Tissue Phenomenon references the tissue box to be found in the rear of many cars today. Especially popular with the Asian population (and in countries like Malaysia, Singapore and Japan, such tissue boxes are to be found in the majority of vehicles), these tissue boxes are often to be found in customized or branded cases from lacey or knitted tissue containers to Hello Kitty plastic tissue holders. Tissue Phenomenon features artist built and engineered self-blowing tissue boxes (see reference images). Aesthetically, Tissue Phenomenon is influenced by the work of Donald Judd. Conceptually however, these objects have an affinity with objects of Japanese Chindogu. Chindogu refers to the practice of inventing useless (or ‘unuseless’) objects. Tissue Phenomenon is not unlike a contemporary fetish object designed for the interior of cars to ward off knowledge of the statistical dangers of driving, functioning much like many accoutrements of contemporary suburbia designed to help us manage the traumatic excesses of suburban life (e.g. the robberies, stabbings, fights, child abuse and so on). It is no accident that these are tissue boxes… tissues are used to wipe up messes as well as tears! The Tissue Phenomenon is constructed of metal and spray painted in automotive paint and color. The Phenomenon includes a powered fan built in on the side. Two ‘slots’ on the top allow tissues to ‘blow’, as air is expelled by the fan through the slots.




British Racing Green


Clemens new work might best be described as flags. I mean they sure look it-these small pieces of silk fluttering vertically from a box. The key difference though is that unlike a traditional flag, with its horizontal vantage that inscribes a horizon of inclusion, these flags of Clemens are more like upstarts, more like Marilyn Monroe’s dress which billowed so indecently about her modesty. Of course that incident is less ambiguous than its burlesque manners suggest and Clemens’ own trafficking, through such a specific cultural phenomena, should be no less contradictory.
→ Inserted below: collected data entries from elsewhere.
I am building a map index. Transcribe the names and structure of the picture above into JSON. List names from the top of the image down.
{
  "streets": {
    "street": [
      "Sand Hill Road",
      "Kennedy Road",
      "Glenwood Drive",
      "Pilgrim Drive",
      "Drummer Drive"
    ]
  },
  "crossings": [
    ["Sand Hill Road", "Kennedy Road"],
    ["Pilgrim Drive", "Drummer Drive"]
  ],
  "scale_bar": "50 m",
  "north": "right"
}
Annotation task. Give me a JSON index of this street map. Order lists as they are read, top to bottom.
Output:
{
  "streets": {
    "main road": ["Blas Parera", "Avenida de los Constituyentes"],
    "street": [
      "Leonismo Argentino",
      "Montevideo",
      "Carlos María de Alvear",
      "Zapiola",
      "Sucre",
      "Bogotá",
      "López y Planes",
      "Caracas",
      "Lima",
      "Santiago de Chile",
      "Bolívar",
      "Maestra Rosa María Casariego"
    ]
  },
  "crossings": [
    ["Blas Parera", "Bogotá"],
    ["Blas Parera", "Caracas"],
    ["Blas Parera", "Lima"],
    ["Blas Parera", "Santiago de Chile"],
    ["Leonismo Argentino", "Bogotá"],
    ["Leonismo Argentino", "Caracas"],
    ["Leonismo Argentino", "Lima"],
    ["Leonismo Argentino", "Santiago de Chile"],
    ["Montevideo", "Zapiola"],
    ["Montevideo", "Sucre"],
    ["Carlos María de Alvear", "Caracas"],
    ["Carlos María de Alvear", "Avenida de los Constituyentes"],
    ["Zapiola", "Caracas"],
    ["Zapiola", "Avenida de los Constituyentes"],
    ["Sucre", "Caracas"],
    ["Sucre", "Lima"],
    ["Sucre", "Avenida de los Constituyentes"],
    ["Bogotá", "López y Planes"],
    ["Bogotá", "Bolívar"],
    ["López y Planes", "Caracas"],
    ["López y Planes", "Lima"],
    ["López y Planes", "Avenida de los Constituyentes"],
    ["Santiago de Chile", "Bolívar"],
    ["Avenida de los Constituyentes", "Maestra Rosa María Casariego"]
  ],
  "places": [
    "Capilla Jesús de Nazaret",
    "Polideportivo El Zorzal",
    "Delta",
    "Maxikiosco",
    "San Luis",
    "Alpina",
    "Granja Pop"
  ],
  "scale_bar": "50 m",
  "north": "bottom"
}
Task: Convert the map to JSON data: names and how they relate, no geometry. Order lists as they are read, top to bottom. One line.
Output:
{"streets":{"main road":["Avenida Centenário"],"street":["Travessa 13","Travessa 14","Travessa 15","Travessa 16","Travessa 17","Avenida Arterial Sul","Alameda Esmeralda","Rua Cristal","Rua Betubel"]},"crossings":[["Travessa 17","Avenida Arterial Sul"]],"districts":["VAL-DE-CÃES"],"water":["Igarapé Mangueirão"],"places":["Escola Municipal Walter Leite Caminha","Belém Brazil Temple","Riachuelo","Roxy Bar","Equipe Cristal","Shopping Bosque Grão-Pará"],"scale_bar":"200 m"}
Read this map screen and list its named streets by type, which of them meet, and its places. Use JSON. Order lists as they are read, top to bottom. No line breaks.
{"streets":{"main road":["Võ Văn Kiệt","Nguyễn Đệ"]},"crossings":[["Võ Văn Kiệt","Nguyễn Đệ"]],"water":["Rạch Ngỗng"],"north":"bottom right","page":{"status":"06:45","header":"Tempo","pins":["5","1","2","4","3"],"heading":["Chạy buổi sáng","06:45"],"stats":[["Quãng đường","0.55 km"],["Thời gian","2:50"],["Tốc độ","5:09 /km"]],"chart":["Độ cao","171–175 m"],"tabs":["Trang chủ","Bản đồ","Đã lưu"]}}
Tissues are systematic objects. Tissues smear loads, they carry away excess and feed off abrasions. Tissues induce pity but also nourish comfort and provide reassurance. They tend to either physical or mental wounds, transferring such moments into a remonstrative pathos that can never deny the emphasis of a snuffling scene or even pre-empt an unfortunate spill. These scenes of excess play out alongside Clemens’ tissues which utter just that one perfect moment, just that one perfect silk cut, so intent on fluttering its own superficial significance within its onerous facade.


Clemens' tissues are pitiful and snide. They exert a moral aggression against pretence. These accessories mime a vanity, one picture perfect with the male driven assertion of burlesque decency. If these flags have their corollary in Marilyn Monroe's suggestive beckoning, then Clemens' social context, his assertion of the phenomena is the tail end, the denouement joy of a post-sublime swallow. These are tissues for an obsolescent age. They stand out neither as the obsessive or neurotic banalities they could be, but instead exact a vindictive and mimetical replication on the very age they exist within. These tissue boxes are designed to run quite easily from the lighter sockets of the cars they spoof. This is the constancy of British Racing Green and it is far more obvious than we'd ever care to assuage. It is as though they issue a surrender that is incredulous yet benign, sympathetic and yet mocking.